A11H-0166
Multi-initial-conditions and Multi-physics Ensembles in the Weather Research and Forecasting Model to Improve Coastal Stratocumulus Forecasts for Solar Power Integration

Monday, 14 December 2015
Poster Hall (Moscone South)
Handa Yang, University of California San Diego, La Jolla, CA, United States
Abstract:
In coastal Southern California, variation in solar energy production is predominantly due to the presence

of stratocumulus clouds (Sc), as they greatly attenuate surface solar irradiance and cover most

distributed photovoltaic systems on summer mornings. Correct prediction of the spatial coverage and

lifetime of coastal Sc is therefore vital to the accuracy of solar energy forecasts in California.

In Weather Research and Forecasting (WRF) model simulations, underprediction of Sc inherent in the

initial conditions directly leads to an underprediction of Sc in the resulting forecasts. Hence,

preprocessing methods were developed to create initial conditions more consistent with observational

data and reduce spin-up time requirements.
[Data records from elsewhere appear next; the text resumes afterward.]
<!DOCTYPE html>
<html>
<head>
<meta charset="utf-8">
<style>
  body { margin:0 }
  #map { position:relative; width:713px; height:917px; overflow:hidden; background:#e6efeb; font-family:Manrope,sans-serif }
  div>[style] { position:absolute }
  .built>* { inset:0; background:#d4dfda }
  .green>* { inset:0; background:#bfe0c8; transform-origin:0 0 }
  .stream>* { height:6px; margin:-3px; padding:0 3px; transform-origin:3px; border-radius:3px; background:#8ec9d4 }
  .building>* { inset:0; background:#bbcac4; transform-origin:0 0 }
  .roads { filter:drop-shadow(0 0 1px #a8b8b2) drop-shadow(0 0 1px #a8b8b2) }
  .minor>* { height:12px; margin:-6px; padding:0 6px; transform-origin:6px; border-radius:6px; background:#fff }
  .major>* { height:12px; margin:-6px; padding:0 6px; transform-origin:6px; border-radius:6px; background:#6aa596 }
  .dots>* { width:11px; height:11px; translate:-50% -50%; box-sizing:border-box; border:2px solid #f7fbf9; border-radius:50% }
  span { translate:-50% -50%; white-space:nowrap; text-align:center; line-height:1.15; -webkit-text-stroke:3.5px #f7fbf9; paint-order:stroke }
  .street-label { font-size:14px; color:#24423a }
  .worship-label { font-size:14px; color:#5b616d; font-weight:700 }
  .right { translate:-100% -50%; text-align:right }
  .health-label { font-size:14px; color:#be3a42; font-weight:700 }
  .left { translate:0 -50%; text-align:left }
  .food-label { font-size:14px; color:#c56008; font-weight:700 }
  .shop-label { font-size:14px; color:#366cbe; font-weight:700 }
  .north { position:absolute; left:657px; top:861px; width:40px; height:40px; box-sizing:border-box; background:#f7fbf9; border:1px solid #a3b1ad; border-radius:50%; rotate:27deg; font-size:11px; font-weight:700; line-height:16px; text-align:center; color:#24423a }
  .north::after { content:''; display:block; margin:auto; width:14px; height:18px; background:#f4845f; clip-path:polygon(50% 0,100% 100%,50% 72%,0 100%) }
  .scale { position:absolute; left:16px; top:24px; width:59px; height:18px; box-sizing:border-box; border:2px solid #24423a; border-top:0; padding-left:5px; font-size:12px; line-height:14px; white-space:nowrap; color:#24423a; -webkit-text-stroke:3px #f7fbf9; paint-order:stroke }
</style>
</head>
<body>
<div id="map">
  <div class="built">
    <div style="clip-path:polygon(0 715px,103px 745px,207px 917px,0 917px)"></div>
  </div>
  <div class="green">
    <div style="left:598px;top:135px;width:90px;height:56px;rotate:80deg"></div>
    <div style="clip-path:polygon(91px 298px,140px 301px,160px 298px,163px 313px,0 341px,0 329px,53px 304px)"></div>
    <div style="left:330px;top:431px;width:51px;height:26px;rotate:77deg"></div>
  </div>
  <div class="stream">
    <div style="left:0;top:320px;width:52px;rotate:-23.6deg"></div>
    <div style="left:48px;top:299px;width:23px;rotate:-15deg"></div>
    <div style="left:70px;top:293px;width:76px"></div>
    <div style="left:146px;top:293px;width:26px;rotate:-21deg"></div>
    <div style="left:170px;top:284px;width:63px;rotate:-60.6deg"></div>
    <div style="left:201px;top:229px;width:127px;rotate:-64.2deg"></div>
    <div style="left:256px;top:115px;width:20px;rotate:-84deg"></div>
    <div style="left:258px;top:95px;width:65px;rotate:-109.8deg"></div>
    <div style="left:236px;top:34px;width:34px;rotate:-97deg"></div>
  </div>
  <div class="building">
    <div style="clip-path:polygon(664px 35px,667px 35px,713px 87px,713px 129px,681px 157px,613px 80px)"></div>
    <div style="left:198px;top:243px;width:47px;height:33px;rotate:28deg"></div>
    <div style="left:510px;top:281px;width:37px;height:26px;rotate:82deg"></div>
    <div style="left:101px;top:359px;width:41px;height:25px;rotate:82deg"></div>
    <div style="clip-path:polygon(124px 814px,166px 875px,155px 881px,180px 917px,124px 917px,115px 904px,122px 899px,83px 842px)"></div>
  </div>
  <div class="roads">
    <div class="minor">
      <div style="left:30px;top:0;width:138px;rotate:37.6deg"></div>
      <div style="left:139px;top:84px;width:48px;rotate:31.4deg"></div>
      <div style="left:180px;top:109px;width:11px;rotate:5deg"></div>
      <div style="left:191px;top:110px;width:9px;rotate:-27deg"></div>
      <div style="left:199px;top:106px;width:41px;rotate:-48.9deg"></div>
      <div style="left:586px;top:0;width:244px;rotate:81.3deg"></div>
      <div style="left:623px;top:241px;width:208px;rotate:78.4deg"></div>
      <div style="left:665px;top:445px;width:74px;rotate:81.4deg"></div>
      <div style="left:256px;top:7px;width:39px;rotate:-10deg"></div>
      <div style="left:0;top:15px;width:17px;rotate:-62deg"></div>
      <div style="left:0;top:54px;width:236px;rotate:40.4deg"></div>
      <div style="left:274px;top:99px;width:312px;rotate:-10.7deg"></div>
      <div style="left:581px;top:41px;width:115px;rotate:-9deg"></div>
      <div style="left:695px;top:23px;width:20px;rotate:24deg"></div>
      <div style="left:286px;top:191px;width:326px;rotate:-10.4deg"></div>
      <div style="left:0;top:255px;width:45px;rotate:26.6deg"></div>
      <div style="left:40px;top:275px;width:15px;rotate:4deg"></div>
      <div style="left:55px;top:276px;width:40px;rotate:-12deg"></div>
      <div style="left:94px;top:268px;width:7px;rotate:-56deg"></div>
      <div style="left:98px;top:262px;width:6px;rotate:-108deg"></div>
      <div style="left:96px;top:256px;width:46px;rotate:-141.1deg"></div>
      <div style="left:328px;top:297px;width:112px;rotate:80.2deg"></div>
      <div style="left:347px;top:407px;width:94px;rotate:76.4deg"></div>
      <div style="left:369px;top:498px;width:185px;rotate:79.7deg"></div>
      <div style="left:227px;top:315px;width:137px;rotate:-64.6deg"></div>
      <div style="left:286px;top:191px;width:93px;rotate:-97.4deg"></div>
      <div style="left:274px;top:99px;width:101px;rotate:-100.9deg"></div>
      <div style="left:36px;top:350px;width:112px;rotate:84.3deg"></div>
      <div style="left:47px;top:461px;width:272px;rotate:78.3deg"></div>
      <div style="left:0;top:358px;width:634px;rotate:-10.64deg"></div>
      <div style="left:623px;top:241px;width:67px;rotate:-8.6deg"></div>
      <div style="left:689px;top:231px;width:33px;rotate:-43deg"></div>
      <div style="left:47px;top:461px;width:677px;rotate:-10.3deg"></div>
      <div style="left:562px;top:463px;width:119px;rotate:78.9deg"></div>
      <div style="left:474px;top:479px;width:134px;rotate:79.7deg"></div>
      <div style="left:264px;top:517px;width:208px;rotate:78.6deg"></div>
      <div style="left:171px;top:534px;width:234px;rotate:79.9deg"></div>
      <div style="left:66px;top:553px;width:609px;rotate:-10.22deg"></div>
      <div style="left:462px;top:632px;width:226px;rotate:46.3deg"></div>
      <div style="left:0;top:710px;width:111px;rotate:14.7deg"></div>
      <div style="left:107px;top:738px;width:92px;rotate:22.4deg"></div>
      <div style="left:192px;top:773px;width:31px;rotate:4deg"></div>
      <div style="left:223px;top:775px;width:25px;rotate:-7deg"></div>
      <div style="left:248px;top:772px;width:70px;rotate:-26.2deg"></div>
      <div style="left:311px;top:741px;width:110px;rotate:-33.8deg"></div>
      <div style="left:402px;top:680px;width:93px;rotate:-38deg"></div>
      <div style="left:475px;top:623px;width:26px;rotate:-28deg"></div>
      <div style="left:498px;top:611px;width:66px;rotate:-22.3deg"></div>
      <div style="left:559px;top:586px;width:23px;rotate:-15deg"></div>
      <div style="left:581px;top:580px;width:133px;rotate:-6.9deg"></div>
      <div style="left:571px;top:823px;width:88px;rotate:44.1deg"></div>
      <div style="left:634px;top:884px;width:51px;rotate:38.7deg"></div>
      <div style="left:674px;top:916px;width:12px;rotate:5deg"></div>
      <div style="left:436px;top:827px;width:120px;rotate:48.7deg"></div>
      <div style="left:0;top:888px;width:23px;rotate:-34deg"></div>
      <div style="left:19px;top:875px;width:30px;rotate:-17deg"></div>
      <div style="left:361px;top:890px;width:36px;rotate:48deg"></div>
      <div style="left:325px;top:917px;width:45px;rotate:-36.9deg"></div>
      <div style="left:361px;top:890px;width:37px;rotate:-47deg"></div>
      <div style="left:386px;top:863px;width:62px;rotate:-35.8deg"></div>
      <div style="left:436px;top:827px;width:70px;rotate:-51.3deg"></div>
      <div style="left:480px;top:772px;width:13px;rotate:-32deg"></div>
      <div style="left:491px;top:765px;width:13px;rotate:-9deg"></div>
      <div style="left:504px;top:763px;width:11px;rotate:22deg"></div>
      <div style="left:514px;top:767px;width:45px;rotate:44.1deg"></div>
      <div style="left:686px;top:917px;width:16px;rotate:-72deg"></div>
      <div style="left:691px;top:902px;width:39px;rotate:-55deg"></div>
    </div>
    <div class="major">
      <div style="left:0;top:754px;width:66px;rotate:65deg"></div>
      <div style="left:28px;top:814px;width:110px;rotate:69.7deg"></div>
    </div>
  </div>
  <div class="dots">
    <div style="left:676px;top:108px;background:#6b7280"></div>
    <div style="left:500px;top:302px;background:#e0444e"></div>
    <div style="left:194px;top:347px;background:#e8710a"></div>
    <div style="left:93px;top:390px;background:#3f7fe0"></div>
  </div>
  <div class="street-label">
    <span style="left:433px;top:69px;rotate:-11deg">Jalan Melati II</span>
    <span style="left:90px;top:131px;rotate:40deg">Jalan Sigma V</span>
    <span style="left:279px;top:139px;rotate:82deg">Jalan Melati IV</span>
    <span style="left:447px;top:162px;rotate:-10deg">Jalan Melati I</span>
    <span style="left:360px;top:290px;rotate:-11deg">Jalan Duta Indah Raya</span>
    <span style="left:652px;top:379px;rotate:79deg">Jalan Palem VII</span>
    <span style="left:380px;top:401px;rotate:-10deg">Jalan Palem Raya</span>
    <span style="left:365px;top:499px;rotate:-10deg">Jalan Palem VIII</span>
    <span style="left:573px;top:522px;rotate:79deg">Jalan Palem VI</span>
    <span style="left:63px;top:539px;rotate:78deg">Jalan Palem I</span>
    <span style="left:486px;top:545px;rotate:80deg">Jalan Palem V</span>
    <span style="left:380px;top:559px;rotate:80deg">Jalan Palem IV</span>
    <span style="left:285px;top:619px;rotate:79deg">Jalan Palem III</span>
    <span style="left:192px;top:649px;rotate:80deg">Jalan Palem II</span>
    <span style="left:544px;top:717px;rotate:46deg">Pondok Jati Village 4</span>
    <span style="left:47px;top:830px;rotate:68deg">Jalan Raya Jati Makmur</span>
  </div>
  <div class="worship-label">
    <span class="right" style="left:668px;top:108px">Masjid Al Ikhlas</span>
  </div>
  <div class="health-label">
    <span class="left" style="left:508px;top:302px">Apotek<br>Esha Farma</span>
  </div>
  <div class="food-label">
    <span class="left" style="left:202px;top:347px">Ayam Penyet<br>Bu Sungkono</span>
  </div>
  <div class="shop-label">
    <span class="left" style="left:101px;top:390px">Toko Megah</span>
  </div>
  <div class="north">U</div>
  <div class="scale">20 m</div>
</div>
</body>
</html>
Mathiesen et al. (2014) previously developed a cloud data assimilation system to force WRF initial

conditions to contain cloud liquid water based on CIMSS GOES Sounder cloud cover. The Well-mixed

Preprocessor and Cloud Data Assimilation (WEMPPDA) package merges an initial guess of cloud liquid

water content obtained from mixed-layer theory with assimilated CIMSS GOES Sounder cloud cover to

more accurately represent the spatial coverage of Sc at initialization.

The extent of Sc inland penetration is often constrained topographically; therefore, the low inversion

base height (IBH) bias in NAM initial conditions decreases Sc inland penetration. The Inversion Base

Height (IBH) package perturbs the initial IBH by the difference between model IBH and the 12Z

radiosonde measurement.

The performance of these multi-initial-condition configurations was evaluated over June, 2013 against

SolarAnywhere satellite-derived surface irradiance data. Four configurations were run: 1) NAM initial

conditions, 2) RAP initial conditions, 3) WEMPPDA applied to NAM, and 4) IBH applied to NAM. Both

preprocessing methods showed significant improvement in the prediction of both spatial coverage and

lifetime of coastal Sc. The best performing configuration was then used to create a multi-parameter and

multi-physics ensemble. The ensemble forecast system is implemented operationally for San Diego Gas

& Electric Company to improve system operations.